Neon Bull

Neon Bull earned a Special Mention at last year’s TIFF’s inaugural Platform competition and won the Special Jury Prize in Venice’s Orizzonti section

Except for the word ‘Neon’ in the title, there’s not much connection between Nicolas Winding Refn and Brazilian visual artist/film-maker Gabriel Mascaro’s films. May be I could make some far-fetched connection: while Refn’s film explores the narcissism in fashion world through its aspiring teen protagonist, Mascaro’s “Neon Bull” (‘Boi Neon’, 2015) effortlessly studies the aspirations of its physically toughened protagonist to be a fashion designer, who occupies the lower rungs of socioeconomic ladder. Of the many aesthetic and thematic contrasts that exists between the films, there’s a vital contrast in the way I related or experienced these films: as the ‘Demon’ perpetually pulls out life from its characters, making them as beautifully bland as mannequins, the ‘Bull’ infuses life into its characters, whom at first seem like shoddy rural people involved in exploiting bulls to make a living. Now, enough of me, trying to tediously equate the relations between the two strikingly different works. “Neon Bull” is the kind of film that kind of makes you cautious to not show your prowess in vocabulary to concoct superlative adjectives because there is no hint of grand-standing in the conception of each scene. It is also hard to write about a movie like “Neon Bull” since the social context or issues dealt with are diffused within the extraordinarily crafted painterly visuals. To those uninitiated, the unassuming, languid pace of the film might push them to a conclusion that nothing is said or happens. But, if you possess little concentration and patience this vigilantly documented piece of cinema would subtly pass on its notions & complicated meanings. You would then start reflecting or even relating with the strangely sensuous story of bull handlers in the remote corner of Northeast Brazil.

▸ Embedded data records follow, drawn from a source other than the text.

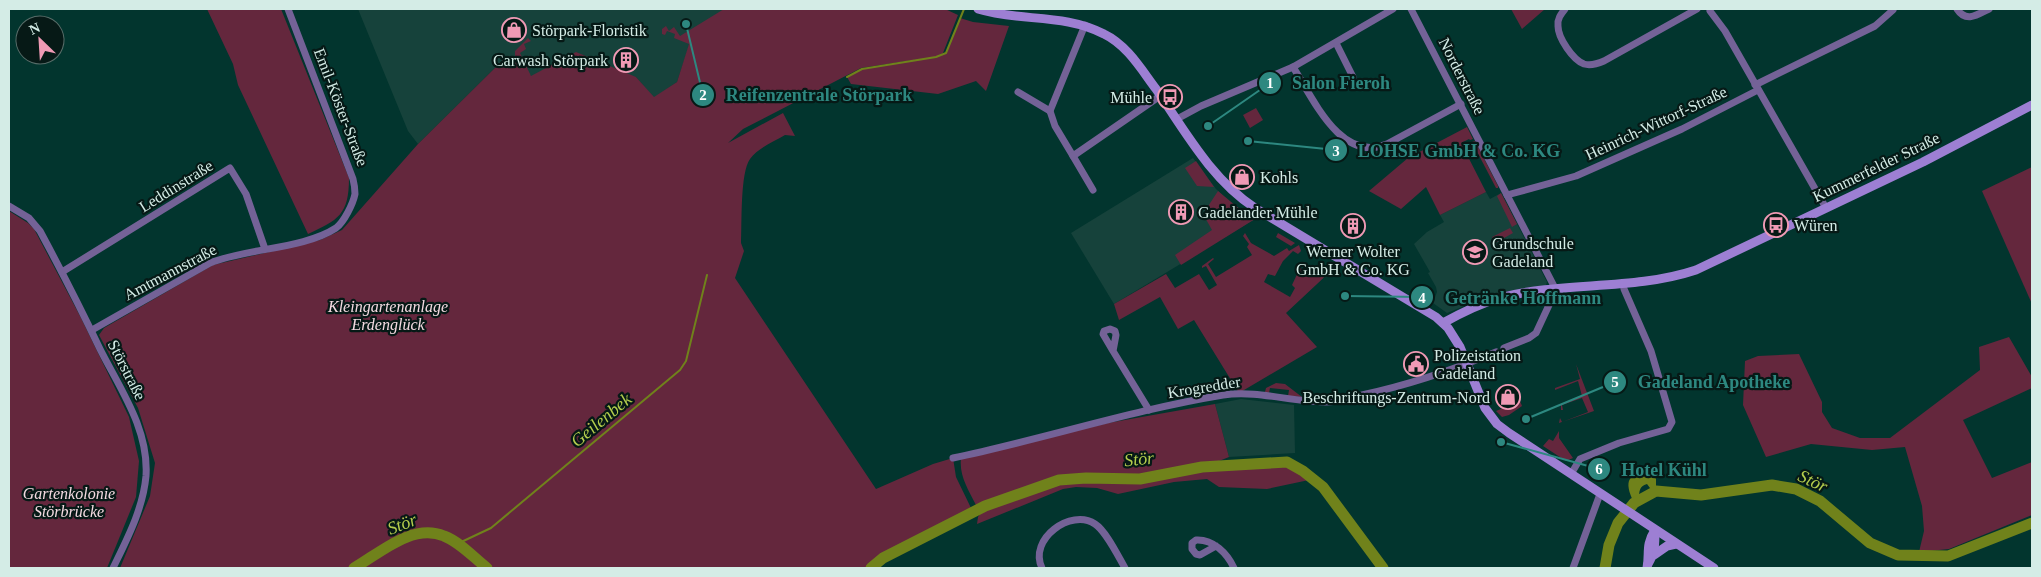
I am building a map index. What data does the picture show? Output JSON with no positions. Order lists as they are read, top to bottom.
{
  "streets": {
    "main road": ["Kummerfelder Straße"],
    "street": [
      "Norderstraße",
      "Emil-Köster-Straße",
      "Heinrich-Wittorf-Straße",
      "Leddinstraße",
      "Amtmannstraße",
      "Störstraße",
      "Krogredder"
    ]
  },
  "crossings": [
    ["Norderstraße", "Heinrich-Wittorf-Straße"],
    ["Norderstraße", "Kummerfelder Straße"],
    ["Emil-Köster-Straße", "Amtmannstraße"],
    ["Leddinstraße", "Amtmannstraße"],
    ["Leddinstraße", "Störstraße"],
    ["Amtmannstraße", "Störstraße"]
  ],
  "water": ["Geilenbek", "Stör"],
  "parks": ["Kleingartenanlage Erdenglück", "Gartenkolonie Störbrücke"],
  "places": {
    "other": [
      "Reifenzentrale Störpark",
      "Salon Fieroh",
      "LOHSE GmbH & Co. KG",
      "Getränke Hoffmann",
      "Gadeland Apotheke",
      "Hotel Kühl"
    ],
    "shop": ["Störpark-Floristik", "Kohls", "Beschriftungs-Zentrum-Nord"],
    "building": ["Carwash Störpark", "Gadelander Mühle", "Werner Wolter GmbH & Co. KG"],
    "bus stop": ["Mühle", "Würen"],
    "school or university": ["Grundschule Gadeland"],
    "public building": ["Polizeistation Gadeland"]
  },
  "north": "top left"
}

What’s it about? “Neon Bull” is about the unceasing tensions that exist between countryside and the rapidly developing towns or between bodily desire and emotions. It is the story about a hulking rodeo guy, exhibiting his artistic streak in designing alluring outfits. A tough-looking dreamer with an unwavering and deep understanding of  human emotions and as he moves through the embellished landscape, he looks like a brave, humble artist floating through the contrasting urban/rural shadows, while also consistently transcending his constrained space. I am sorry. That last sentence came out from the word-monger within me, trying to prove my worth as ‘movie analyst’. The film does the opposite: it doesn’t thrust anything upon us or prove something. “Neon Bull” opens with a very slow lateral pan across the wide-screen to show corral fencing, within which a bull lazily sits atop another bull. Iremar (Juliano Cazarre) is the cowboy, who wrangle bulls in and out of the pen. The bulls and Iremar are part of traveling Vaquejada (rodeo), scuttling around the impoverished Northeast area of Brazil. In the rodeo sport, bulls enter into ring, where two riders atop exotic horses, attempt to bring it down, by ripping off the bulls’ tail tussles. Upon hearing about this traditional sport or about Iremar, we now withheld a judgment, but the beauty of Gabriel Mascaro’s elegant visuals is in the way it never passes judgment on the characters or in their activities. They freely roam around the parched landscape and are always viewed from a distance, but gradually we seem to form a strange connection with them.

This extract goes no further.